Named queries slowing down searches

Hi all,

we're currently relying on elasticsearch named queries support for calculating a custom heuristic, for every result hit: given N "should" queries in a bool query, which query is every hit related to?

For example, querying looks like this:

"bool" : {
  "should" : [
  {
	"bool" : {
	  /* ... */,
	  "_name" : "query one"
	}
  },
  {
	"bool" : {
	  /* ... */,
	  "_name" : "query two"
	}
  },
  {
	"bool" : {
	  /* ... */,
	  "_name" : "query three"
	}
  }
  ]
}

For every hit result we extract the matched_queries array field: the bigger the array is, the more "trustable" the result is.

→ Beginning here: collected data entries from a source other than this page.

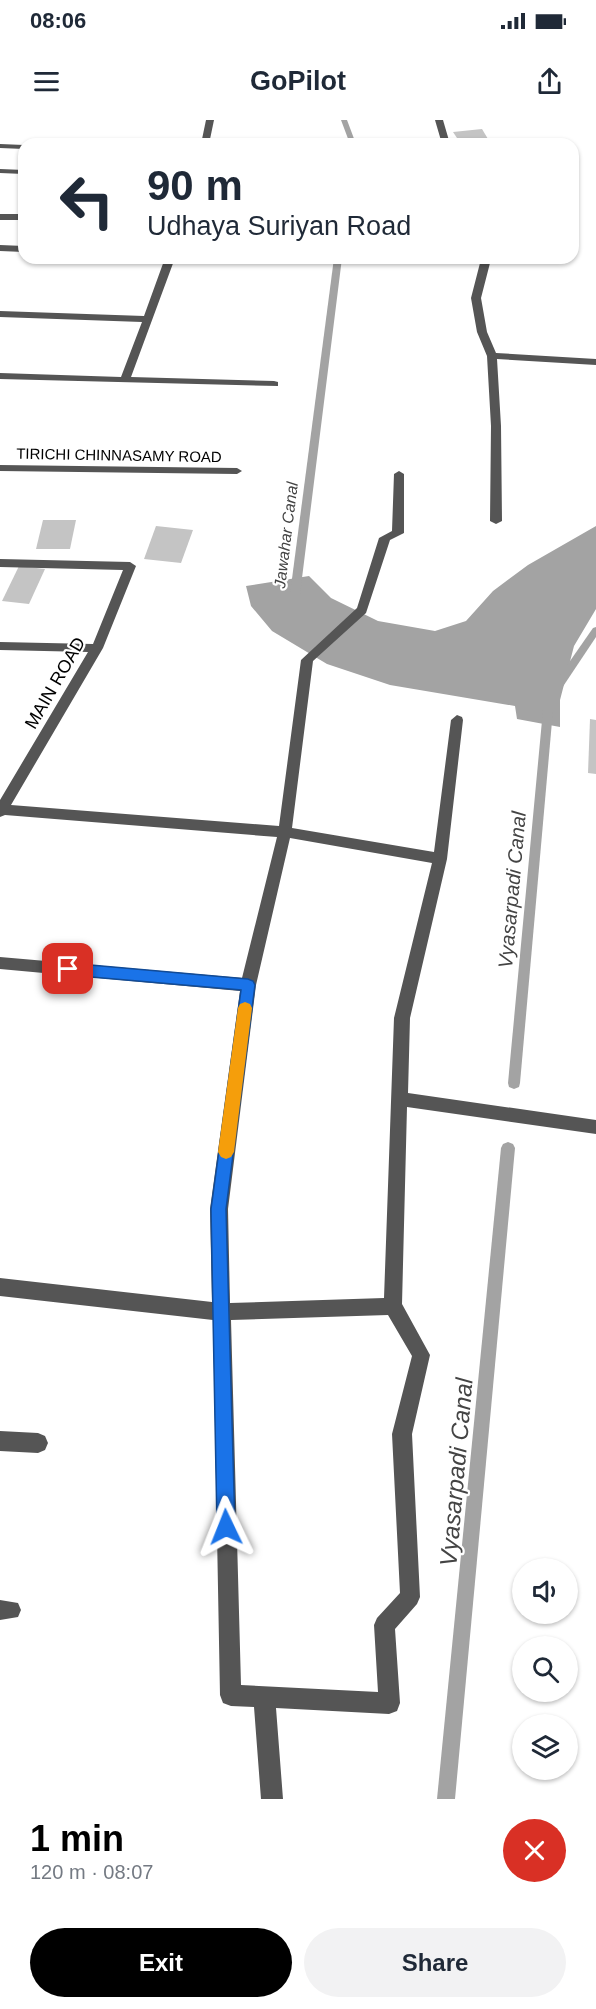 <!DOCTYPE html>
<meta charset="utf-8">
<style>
:root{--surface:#fff;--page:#f2f2f3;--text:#1f2937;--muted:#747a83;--accent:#000}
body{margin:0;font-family:Arial,sans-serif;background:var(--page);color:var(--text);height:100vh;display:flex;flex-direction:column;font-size:22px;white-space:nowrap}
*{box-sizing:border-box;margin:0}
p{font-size:20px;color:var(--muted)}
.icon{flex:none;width:33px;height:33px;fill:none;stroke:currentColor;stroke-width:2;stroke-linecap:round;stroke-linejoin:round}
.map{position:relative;height:1679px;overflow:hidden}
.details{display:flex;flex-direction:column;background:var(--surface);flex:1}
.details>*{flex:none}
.banner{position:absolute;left:18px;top:18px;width:561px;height:126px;border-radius:18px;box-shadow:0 2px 4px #0004;background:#fff;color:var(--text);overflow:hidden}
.fabs{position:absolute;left:512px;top:1438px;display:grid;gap:12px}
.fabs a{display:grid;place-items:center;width:66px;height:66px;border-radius:50%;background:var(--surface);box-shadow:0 2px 4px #0004;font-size:30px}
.pin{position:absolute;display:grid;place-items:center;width:51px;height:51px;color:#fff;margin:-26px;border-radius:12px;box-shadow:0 3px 9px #0006}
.me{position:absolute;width:66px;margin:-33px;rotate:358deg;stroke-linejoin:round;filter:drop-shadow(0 0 4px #0008)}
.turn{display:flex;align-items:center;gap:21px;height:126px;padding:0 30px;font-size:27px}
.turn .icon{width:78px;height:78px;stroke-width:2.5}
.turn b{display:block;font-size:42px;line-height:51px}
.round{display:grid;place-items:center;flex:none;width:63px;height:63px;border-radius:32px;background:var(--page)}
.head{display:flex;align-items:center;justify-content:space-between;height:102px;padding:0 30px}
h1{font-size:36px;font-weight:800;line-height:45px;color:var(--accent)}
.action{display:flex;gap:12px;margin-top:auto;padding:12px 30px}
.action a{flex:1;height:69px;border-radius:36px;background:var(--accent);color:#fff;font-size:24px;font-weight:800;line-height:69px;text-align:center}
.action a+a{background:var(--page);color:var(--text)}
.status{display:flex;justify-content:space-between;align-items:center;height:42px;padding:0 30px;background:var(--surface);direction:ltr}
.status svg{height:16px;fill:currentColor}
header{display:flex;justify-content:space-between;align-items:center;height:78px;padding:0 30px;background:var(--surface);font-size:27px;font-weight:800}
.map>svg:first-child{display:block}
.water{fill:#a3a3a3}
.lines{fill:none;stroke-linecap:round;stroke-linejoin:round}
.stream{fill:#a3a3a3;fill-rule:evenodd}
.building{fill:#c4c4c4}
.minor{fill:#555;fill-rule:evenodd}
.route{fill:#1a73e8;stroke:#114b97;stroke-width:1.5}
.slow{fill:#f59e0b}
.labels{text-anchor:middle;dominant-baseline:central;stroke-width:4.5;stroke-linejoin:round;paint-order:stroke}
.far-street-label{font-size:15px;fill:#000;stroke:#fff}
.far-water-label{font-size:16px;font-style:italic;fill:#444;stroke:#fff}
.street-label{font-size:18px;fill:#000;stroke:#fff}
.water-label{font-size:20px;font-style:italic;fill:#444;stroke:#fff}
.near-water-label{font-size:24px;font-style:italic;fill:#444;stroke:#fff}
</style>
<div class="status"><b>08:06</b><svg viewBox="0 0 49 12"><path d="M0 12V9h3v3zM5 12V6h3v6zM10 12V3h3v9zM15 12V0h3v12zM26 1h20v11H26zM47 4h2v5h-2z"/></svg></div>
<header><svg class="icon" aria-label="menu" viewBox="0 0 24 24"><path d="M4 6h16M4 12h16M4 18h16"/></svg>GoPilot<svg class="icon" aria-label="share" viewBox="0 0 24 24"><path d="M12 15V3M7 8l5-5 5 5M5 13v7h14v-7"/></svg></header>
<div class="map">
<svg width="596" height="1679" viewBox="0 0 596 1679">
<rect width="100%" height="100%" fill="#fff"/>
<path class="water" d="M596,406V489L574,526L560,580V607L517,599L515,586L390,565L327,544L272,511L251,486L246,466L309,456L331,478L378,501L435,511L466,501L493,471L528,445Z"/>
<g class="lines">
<g class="stream">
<path d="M341,0H347L356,24H350Z"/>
<path d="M334,138H342L300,474L295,477L290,474Z"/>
<path d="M596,507V517L562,568H554V564L593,508Z"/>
<path d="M548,586L553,590L520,963L519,967L514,969L509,967L508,963L543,590Z"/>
<path d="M508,1022L513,1024L515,1028L455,1679H437L501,1028L503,1024Z"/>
</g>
</g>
<g class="building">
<path d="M482,9L488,19L459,21L453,12Z"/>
<path d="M43,400H76L70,429H36Z"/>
<path d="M156,406L193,410L181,443L144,439Z"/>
<path d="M19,446L45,449L29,484L2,481Z"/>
<path d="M590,599L596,600V654L588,653Z"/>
</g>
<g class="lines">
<g class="minor">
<path d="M206,0H214L209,24H201Z"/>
<path d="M435,0H443L450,24H442Z"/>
<path d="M0,24L24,25V29L0,28Z"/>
<path d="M0,49L24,50V54L0,53Z"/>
<rect x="0" y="94" width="24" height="6"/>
<path d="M0,125L24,126V132L0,131Z"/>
<path d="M165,138H175L131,257L274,261L278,262V266L0,259V253L121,257L142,202L0,197V191L144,196Z"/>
<path d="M478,138H488L490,143L481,178L487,212L496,233L596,239V245L497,239L501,306L502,401L496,404L490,401L491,306L487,236L477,212L471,178L480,143Z"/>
<path d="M0,345L237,348L242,351L237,354L0,351Z"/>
<path d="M399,351L404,354V413L390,420L366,493L313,541L292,708L434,732L451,600L457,595L462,597L463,600L447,739L410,898L408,973L596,1000V1014L407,987L402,1184L430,1235L412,1314L420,1477L417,1484L395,1509L400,1583L397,1591L389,1594L276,1588L283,1679H261L254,1587L231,1586L223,1583L220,1575L213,1200L0,1176V1158L212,1182L210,1089L240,871L0,849V837L242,858L277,717L5,695L0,697V680L88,532L0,530V522L93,524L123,450L0,447V439L130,442L136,446L103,528L11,685L279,706L301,540L357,488L379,418L392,411L394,354ZM290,718L432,743L394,898L384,1178L230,1183L228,1089L256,865ZM388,1195L412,1236L392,1314L400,1473L377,1498L374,1505L378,1572L241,1565L231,1200Z"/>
<path d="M0,1311L38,1313L45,1316L48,1323L45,1330L38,1333L0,1331Z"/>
<path d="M0,1480L18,1483L21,1490L18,1497L0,1500Z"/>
</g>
</g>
<path class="route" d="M68,843L248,859L253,861L255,865L226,1089L235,1407L233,1414L226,1416L220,1414L217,1407L211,1089L241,870L68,855L63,853L61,849L63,845Z"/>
<path class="slow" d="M245,882L250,884L252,888L234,1032L231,1037L226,1039L221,1037L218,1032L238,888L240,884Z"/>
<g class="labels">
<g class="far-street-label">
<text transform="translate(119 335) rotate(1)">TIRICHI CHINNASAMY ROAD</text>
</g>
<g class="far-water-label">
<text transform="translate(286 415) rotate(-83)">Jawahar Canal</text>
</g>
<g class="street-label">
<text transform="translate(55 563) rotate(-60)">MAIN ROAD</text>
</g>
<g class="water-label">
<text transform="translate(512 770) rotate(-85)">Vyasarpadi Canal</text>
</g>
<g class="near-water-label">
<text transform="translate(456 1352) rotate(-85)">Vyasarpadi Canal</text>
</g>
</g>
</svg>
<div class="fabs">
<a><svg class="icon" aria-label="sound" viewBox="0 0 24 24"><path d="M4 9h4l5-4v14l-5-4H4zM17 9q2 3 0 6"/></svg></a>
<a><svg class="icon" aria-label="search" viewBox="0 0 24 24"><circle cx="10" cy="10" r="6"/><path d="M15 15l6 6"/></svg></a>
<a><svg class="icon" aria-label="layers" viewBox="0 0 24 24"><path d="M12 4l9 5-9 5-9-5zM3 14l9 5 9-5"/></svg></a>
</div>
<div class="pin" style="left:68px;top:849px;background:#d93025"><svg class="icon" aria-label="arrive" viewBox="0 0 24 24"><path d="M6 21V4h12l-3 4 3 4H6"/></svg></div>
<svg class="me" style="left:226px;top:1407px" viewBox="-20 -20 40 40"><path d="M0-17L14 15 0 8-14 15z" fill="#1a73e8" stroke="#fff" stroke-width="4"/></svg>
<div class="banner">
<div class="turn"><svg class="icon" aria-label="left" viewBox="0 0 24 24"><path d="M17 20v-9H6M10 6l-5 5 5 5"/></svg><div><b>90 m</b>Udhaya Suriyan Road</div></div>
</div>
</div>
<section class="details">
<div class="head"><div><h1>1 min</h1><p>120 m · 08:07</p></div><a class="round" style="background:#d93025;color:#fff"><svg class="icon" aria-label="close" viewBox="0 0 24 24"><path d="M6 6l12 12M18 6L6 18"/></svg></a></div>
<div class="action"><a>Exit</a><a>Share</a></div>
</section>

Except for one weird behaviour on corner cases, we'ore ok with this approach, from a functional point of view. But we're facing non-functional problems, in term of one order of magnituted increase in query time, compared with named queries disabled: 300 ms when enabled compared with 30 ms when disabled. Is this the expected behaviour?

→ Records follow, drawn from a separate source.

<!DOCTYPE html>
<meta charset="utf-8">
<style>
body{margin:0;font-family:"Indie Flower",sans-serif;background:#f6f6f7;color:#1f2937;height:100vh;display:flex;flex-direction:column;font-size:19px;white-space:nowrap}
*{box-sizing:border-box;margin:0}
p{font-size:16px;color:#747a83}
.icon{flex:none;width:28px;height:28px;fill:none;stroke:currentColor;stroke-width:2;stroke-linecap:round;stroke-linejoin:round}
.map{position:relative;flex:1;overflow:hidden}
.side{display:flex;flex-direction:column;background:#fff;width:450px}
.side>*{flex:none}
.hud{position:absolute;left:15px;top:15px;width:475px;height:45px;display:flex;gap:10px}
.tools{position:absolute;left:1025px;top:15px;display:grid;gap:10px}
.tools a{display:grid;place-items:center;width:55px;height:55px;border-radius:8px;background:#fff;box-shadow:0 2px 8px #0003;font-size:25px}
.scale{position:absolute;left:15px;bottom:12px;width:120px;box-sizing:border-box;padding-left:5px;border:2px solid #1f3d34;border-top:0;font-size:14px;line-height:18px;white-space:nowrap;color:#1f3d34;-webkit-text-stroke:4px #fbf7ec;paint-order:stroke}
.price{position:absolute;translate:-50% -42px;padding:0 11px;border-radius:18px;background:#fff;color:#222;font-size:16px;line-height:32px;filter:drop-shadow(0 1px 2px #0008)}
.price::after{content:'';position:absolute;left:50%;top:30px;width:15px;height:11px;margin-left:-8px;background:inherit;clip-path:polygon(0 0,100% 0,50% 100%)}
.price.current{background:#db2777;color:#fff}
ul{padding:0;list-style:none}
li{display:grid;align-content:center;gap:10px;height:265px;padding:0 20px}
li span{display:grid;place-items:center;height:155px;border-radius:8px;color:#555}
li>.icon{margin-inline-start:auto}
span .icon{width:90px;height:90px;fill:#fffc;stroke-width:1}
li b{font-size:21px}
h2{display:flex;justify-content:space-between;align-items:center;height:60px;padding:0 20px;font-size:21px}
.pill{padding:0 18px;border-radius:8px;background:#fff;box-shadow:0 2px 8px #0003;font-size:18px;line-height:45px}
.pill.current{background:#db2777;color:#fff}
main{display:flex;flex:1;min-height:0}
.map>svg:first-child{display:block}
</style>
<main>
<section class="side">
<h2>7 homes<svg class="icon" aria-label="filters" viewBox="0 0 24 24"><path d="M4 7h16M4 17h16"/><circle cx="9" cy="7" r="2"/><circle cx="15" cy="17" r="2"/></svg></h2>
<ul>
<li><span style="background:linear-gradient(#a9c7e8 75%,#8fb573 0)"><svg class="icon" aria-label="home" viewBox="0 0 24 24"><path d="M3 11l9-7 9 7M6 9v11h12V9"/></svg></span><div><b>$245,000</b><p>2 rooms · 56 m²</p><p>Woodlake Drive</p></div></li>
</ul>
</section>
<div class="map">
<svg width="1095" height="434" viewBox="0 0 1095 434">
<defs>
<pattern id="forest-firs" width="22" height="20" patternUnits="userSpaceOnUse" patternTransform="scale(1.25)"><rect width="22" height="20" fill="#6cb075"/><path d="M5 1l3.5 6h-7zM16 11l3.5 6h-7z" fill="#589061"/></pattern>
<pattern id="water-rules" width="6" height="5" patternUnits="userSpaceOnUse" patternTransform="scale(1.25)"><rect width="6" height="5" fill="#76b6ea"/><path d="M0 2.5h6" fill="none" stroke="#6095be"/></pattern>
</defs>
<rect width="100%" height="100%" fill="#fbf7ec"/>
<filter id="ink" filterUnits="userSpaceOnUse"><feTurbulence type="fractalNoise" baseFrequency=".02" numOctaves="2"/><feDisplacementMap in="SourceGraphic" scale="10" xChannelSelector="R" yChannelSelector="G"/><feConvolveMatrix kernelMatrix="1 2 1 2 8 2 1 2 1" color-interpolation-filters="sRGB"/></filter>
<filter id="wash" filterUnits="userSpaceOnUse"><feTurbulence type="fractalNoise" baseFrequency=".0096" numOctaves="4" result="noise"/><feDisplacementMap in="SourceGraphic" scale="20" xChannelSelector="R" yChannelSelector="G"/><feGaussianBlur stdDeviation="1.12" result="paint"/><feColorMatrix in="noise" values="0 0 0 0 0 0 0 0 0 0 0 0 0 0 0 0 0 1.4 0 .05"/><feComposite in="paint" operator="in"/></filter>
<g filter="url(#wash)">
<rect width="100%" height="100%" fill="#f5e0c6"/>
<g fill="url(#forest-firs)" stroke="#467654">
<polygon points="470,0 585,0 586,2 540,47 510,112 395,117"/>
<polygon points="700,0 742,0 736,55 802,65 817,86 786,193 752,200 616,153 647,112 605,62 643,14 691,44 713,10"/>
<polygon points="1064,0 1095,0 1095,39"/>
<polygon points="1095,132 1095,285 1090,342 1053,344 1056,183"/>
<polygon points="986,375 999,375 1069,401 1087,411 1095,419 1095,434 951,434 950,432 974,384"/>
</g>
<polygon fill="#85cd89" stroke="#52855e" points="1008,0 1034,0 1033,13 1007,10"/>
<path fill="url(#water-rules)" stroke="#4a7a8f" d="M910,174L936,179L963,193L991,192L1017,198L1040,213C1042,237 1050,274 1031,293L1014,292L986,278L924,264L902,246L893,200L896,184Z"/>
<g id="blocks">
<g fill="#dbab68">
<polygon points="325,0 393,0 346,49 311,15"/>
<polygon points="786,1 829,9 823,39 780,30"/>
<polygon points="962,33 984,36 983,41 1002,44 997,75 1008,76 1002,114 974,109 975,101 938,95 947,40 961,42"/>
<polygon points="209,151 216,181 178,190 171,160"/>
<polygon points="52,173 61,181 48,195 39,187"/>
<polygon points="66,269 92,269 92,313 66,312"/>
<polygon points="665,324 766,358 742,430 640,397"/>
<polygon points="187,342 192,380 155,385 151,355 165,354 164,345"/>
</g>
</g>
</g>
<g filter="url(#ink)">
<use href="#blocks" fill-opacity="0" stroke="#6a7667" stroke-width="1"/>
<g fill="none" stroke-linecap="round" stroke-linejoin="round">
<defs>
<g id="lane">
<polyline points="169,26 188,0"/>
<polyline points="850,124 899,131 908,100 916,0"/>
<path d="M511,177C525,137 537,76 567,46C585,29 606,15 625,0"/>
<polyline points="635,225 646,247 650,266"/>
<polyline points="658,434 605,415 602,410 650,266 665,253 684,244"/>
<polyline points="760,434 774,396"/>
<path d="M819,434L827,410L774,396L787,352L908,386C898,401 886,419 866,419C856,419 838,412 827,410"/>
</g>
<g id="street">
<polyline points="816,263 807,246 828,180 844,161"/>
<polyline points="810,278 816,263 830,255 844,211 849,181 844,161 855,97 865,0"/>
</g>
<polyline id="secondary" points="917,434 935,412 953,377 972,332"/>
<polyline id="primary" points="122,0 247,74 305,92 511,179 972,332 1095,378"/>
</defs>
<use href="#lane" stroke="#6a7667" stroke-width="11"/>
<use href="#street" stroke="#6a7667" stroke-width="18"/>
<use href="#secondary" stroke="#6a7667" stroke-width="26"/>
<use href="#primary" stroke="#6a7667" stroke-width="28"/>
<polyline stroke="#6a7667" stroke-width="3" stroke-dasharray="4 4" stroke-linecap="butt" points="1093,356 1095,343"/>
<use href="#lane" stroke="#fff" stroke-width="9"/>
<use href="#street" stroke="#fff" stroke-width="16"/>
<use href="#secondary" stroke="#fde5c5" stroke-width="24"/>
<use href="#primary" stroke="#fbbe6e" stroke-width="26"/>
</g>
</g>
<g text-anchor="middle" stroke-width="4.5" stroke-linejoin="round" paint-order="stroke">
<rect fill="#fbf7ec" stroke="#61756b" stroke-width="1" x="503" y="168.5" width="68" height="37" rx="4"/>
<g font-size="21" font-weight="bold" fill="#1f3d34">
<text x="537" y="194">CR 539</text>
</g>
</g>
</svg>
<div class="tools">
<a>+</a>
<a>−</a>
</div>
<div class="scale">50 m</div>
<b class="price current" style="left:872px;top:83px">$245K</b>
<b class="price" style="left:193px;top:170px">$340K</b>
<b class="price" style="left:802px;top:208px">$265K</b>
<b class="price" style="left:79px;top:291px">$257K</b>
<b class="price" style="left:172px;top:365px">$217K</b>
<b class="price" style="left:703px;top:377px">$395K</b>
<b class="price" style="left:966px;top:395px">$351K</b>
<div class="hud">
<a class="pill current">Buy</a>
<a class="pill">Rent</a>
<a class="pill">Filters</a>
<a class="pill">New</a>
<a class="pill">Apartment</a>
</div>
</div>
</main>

Is this something related to the elasticsearch version? We're currenlty using version 1.7 (for simpler compatibility with client connectors). Should we expect better performances, in the context of named queries, simply ugrading to 2.x version?

Thanks for the support.

I suspect that you are retrieving lots of documents per page?

Do you actually sort by the number of matched clauses? If yes you could just wrap sub queries under a constant_score query and this is what elasticsearch will do.[quote="bhjfranzoi, post:1, topic:45703"]
Should we expect better performances, in the context of named queries, simply ugrading to 2.x version?
[/quote]

No. Named queries work the same way in both versions.

Nope, I don't think we can consider this a "lots of documents" scenario: mentioned query times are relative to a 40 hits response, at most. Usually it's around 10/15 hits per response.

We're currently trying to keep both "trust" data: how many queries matched (by matched_queries attribute) and original "score" attribute. This way, we can later decide when a result is trustable or not, by combining a custom metric (matched queries / applied queries ratio) with ES score value. That's why we would prefer not use constant_score, in order not to loose the second metric (score).

Anyway, we managed to setup an ES 2.2 environment, and from basic manual benchmarks, the difference in query time is already present, even if ES 2.2 is taking shorter on the worst scenario (100 ms instead of 300 ms).

40 should be fine indeed. What kind of queries are you putting under you bool queries (match, fuzzy, query_string?) Also would you be able to run such searches with named queries in a loop and capture hot threads while these searches are running?